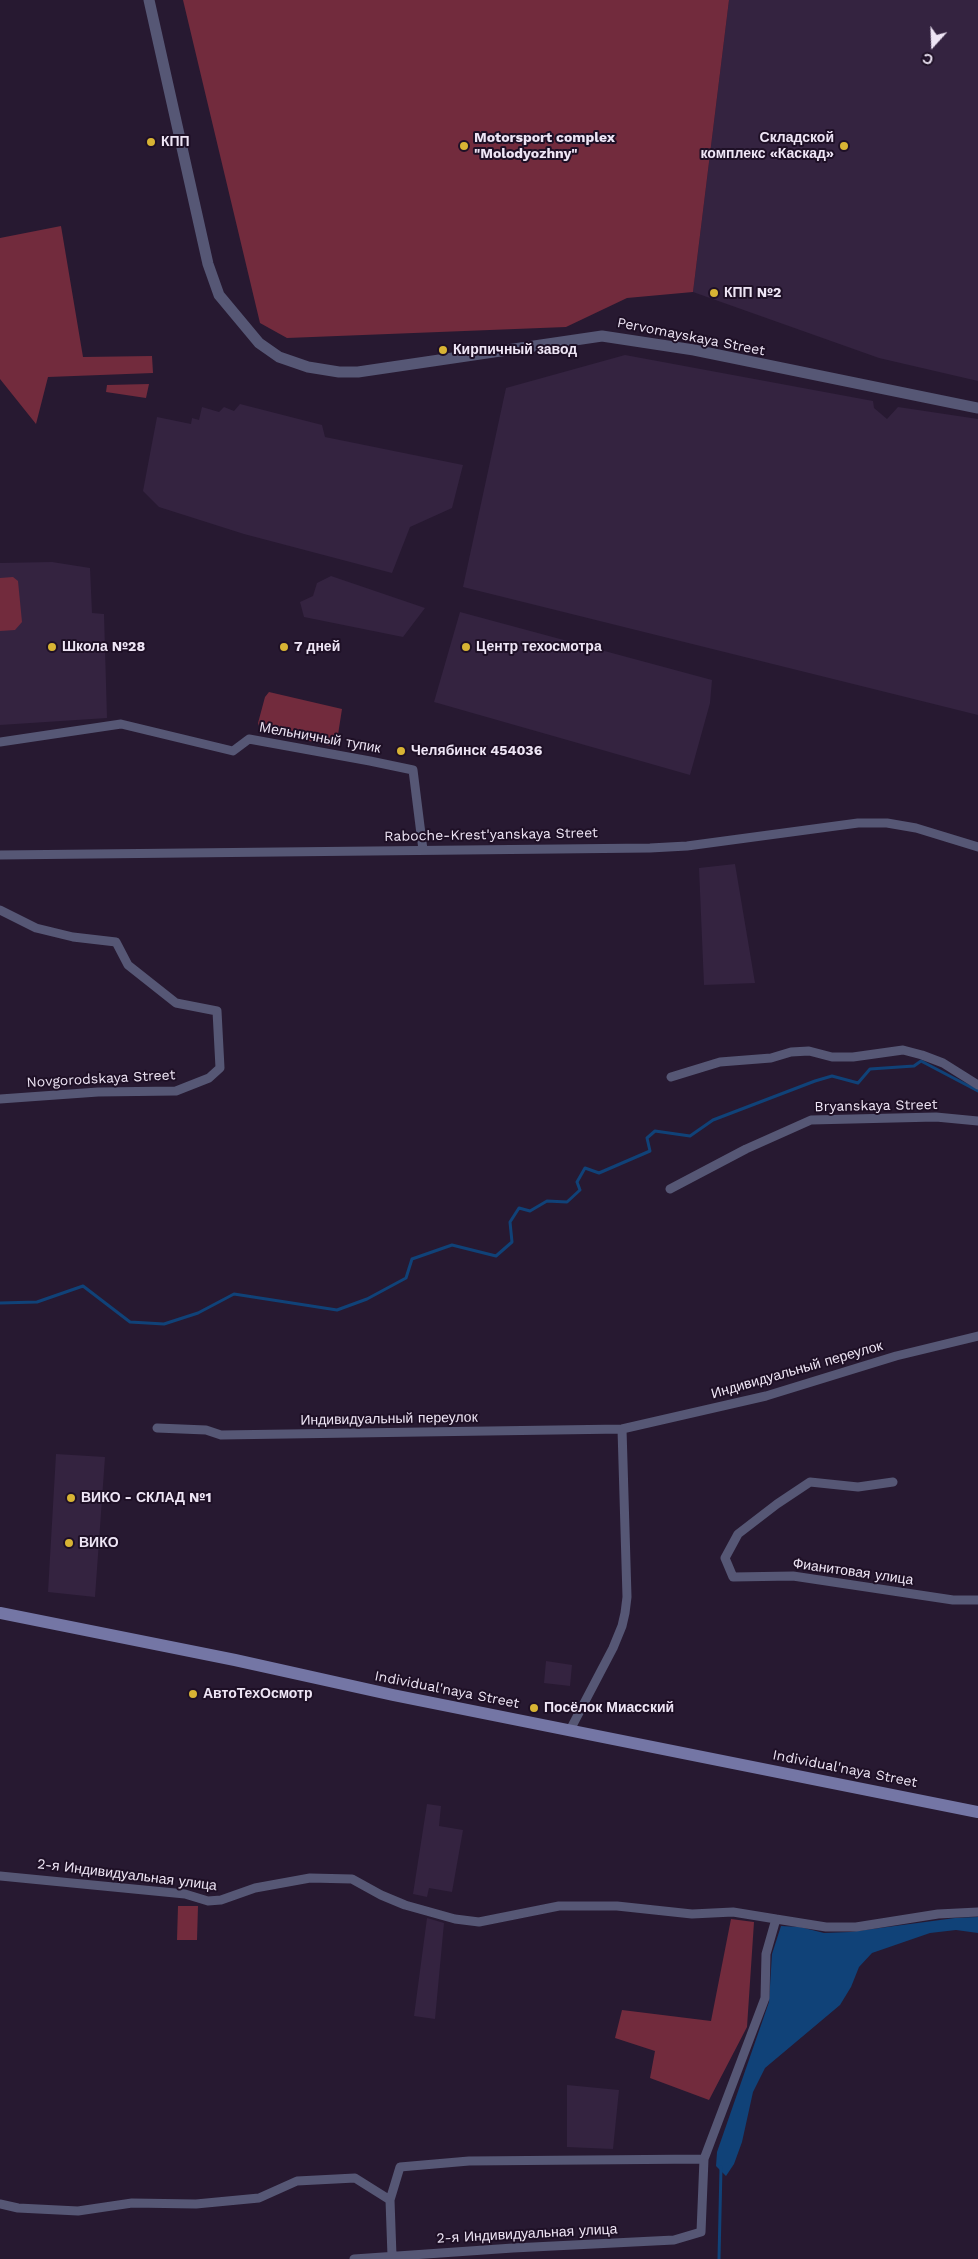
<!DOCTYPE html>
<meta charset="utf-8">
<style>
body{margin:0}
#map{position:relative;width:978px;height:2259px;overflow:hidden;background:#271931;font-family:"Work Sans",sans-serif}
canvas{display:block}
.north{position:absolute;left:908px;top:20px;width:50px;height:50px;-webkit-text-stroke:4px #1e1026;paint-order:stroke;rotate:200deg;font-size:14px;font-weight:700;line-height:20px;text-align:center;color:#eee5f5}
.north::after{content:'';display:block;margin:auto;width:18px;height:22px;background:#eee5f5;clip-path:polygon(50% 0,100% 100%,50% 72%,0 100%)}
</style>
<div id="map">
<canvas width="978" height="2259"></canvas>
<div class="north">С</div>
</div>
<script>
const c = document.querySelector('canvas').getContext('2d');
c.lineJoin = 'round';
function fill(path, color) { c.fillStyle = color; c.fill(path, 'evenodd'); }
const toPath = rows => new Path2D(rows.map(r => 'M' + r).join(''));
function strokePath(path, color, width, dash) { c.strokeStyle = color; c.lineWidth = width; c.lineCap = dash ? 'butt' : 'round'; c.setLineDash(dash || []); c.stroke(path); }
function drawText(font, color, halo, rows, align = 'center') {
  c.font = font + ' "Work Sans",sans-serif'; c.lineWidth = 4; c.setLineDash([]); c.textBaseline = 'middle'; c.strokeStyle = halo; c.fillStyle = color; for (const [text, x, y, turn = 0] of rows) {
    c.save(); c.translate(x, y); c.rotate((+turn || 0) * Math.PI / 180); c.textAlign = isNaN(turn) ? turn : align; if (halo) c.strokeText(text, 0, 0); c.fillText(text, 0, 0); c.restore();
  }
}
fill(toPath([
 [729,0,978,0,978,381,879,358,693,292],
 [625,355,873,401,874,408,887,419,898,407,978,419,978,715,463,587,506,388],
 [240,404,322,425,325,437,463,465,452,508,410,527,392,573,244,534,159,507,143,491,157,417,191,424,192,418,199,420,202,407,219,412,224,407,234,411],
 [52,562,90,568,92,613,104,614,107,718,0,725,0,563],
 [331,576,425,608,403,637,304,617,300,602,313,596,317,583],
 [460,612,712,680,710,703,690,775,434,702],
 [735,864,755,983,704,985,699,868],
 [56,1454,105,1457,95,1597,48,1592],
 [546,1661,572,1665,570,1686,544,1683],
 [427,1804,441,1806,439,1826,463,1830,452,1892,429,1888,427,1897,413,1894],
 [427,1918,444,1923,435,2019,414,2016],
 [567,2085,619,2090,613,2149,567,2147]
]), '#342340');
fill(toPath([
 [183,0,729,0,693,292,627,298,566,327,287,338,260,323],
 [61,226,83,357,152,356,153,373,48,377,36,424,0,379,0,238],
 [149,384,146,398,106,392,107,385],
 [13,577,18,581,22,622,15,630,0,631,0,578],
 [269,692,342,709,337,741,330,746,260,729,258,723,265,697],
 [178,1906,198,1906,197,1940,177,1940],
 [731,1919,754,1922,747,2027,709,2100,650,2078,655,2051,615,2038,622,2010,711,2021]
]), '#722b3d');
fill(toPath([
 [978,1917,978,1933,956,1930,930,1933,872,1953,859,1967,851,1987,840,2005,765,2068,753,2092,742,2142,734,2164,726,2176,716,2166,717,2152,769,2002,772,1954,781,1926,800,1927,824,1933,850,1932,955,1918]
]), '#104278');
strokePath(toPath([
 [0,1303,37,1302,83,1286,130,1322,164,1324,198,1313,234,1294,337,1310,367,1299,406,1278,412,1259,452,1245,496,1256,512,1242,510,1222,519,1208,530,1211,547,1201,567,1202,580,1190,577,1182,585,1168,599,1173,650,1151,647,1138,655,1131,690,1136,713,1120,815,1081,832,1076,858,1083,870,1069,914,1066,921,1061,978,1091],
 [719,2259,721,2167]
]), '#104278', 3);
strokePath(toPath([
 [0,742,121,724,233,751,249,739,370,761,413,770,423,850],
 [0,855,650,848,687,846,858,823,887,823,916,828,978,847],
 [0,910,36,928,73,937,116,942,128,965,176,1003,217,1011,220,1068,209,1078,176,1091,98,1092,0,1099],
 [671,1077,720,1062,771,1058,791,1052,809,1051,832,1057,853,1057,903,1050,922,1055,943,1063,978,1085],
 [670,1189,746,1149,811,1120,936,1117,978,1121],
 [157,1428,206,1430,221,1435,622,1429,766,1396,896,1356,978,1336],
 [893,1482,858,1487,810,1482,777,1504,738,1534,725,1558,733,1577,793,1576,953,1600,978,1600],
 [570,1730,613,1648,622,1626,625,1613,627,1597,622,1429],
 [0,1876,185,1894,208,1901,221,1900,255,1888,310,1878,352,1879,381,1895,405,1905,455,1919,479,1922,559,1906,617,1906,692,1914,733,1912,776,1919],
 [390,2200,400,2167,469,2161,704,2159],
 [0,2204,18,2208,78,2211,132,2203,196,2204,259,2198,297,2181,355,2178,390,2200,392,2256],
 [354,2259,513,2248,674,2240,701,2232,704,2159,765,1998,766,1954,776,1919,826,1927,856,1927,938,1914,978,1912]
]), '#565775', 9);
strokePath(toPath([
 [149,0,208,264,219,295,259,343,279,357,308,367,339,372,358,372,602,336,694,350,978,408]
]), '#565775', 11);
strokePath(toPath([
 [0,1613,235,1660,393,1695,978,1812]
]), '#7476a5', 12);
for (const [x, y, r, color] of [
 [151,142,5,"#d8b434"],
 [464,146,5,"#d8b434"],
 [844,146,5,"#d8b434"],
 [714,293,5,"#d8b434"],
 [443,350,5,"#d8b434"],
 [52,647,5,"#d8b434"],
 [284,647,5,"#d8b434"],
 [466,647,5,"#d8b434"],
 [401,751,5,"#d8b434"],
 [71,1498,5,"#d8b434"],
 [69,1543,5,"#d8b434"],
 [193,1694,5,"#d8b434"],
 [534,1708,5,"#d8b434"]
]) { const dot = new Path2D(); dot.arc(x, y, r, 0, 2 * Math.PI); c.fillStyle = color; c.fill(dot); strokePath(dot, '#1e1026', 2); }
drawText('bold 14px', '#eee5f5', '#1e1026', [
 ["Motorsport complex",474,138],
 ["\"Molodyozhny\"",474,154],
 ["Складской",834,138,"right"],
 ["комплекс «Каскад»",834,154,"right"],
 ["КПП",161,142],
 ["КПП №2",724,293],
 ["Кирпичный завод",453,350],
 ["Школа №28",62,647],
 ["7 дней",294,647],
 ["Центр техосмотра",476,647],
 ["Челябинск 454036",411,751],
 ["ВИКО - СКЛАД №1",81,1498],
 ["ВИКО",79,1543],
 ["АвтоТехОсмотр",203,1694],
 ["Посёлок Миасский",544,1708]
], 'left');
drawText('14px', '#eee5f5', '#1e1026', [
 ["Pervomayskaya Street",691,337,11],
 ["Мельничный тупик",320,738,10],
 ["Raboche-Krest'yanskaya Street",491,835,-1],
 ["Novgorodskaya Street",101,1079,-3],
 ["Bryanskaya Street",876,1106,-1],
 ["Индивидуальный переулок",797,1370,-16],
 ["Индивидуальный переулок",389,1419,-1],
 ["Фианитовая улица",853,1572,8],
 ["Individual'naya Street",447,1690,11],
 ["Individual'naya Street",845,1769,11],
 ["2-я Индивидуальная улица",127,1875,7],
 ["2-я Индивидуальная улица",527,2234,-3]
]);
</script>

====================

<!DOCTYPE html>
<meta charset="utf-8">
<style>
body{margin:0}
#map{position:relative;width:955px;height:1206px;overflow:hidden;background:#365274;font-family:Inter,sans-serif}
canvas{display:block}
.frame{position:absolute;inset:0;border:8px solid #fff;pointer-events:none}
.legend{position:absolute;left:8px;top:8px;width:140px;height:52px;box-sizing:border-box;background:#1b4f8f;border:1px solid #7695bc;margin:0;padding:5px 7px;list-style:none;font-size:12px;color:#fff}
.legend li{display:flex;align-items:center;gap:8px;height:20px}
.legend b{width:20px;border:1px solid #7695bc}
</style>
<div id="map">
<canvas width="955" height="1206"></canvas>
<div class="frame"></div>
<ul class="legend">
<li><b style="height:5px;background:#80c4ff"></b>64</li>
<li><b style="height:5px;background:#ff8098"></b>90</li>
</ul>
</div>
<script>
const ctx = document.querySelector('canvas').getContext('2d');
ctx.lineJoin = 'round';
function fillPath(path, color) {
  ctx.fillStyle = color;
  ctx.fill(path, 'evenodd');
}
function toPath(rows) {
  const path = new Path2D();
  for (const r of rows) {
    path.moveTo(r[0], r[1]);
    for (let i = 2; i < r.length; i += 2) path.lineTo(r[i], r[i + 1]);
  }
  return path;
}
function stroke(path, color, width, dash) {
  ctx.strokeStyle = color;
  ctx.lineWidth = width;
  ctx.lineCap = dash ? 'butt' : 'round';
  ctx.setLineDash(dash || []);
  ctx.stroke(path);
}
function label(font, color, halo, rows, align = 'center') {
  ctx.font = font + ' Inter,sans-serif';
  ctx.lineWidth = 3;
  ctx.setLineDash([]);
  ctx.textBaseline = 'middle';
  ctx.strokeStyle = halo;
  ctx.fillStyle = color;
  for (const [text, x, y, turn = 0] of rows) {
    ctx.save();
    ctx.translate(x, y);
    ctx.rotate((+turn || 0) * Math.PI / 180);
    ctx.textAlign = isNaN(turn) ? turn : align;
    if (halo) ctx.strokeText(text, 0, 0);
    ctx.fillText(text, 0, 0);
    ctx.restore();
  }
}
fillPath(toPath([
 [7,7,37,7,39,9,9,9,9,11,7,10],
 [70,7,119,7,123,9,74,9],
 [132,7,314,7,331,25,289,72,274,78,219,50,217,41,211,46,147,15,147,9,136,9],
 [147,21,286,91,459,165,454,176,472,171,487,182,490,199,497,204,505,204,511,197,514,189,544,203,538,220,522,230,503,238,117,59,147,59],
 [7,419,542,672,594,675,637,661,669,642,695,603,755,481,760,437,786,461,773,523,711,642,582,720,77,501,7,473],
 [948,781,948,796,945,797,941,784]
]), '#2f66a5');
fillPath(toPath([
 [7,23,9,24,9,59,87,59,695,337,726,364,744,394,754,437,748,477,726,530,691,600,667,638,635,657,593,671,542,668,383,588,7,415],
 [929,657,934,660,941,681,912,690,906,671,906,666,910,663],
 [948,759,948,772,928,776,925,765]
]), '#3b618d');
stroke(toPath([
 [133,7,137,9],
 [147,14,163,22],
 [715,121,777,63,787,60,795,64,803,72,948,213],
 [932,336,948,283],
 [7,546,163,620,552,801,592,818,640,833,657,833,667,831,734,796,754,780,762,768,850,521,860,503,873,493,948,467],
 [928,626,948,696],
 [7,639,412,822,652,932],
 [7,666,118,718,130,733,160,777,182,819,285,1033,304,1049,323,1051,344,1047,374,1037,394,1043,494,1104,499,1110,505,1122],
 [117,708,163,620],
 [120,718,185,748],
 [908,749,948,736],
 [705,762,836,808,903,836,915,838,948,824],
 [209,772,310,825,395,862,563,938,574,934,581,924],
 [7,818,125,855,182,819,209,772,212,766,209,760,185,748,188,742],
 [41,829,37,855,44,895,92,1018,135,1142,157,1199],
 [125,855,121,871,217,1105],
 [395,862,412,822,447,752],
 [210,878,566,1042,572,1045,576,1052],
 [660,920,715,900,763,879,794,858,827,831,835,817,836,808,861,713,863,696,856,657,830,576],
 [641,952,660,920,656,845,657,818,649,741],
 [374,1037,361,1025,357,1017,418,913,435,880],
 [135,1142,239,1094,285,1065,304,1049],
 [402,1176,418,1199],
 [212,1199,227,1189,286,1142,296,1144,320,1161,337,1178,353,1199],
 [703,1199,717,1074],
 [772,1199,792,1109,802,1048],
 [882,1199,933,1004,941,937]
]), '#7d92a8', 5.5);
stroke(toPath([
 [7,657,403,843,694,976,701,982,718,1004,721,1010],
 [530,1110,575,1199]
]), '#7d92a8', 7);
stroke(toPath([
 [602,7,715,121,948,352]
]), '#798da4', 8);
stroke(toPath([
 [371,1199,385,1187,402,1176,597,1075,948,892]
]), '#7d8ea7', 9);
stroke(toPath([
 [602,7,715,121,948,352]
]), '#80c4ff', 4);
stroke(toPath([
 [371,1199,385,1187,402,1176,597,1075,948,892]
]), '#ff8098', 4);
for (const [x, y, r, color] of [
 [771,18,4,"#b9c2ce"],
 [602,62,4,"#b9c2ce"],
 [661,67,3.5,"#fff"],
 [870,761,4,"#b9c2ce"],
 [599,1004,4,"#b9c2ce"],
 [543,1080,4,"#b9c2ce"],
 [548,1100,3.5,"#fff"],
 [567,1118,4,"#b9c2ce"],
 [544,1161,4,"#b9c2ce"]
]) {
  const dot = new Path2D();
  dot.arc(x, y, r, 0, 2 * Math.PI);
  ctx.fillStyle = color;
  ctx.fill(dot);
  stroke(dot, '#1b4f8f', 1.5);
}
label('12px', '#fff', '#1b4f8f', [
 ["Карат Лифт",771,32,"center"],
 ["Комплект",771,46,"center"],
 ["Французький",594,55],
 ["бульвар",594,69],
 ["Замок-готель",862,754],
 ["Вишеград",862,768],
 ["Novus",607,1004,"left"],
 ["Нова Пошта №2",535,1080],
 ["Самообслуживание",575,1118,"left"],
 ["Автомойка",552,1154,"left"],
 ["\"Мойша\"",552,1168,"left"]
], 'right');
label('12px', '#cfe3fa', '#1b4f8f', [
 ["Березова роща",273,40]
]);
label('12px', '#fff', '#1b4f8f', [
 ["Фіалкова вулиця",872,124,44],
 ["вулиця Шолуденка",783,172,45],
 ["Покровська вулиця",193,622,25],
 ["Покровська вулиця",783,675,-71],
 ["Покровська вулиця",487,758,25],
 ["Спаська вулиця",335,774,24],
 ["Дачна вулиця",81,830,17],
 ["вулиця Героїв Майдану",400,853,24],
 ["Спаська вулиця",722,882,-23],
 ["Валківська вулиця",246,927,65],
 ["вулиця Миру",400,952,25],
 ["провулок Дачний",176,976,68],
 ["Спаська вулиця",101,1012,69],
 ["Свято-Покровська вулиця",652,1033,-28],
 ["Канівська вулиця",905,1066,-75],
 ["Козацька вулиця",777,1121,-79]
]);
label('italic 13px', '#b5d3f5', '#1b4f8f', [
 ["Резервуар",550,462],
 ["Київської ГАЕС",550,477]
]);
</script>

====================

● PROBLEM TO WORK ON: As listed above, the lines from the line with "0,100% 100%,50% 72%,0" to the line with "c.lineJoin = 'round';" are to be echoed exactly, with both ends included and nothing added.

● SOLUTION TO THE PROBLEM:
.north::after{content:'';display:block;margin:auto;width:18px;height:22px;background:#eee5f5;clip-path:polygon(50% 0,100% 100%,50% 72%,0 100%)}
</style>
<div id="map">
<canvas width="978" height="2259"></canvas>
<div class="north">С</div>
</div>
<script>
const c = document.querySelector('canvas').getContext('2d');
c.lineJoin = 'round';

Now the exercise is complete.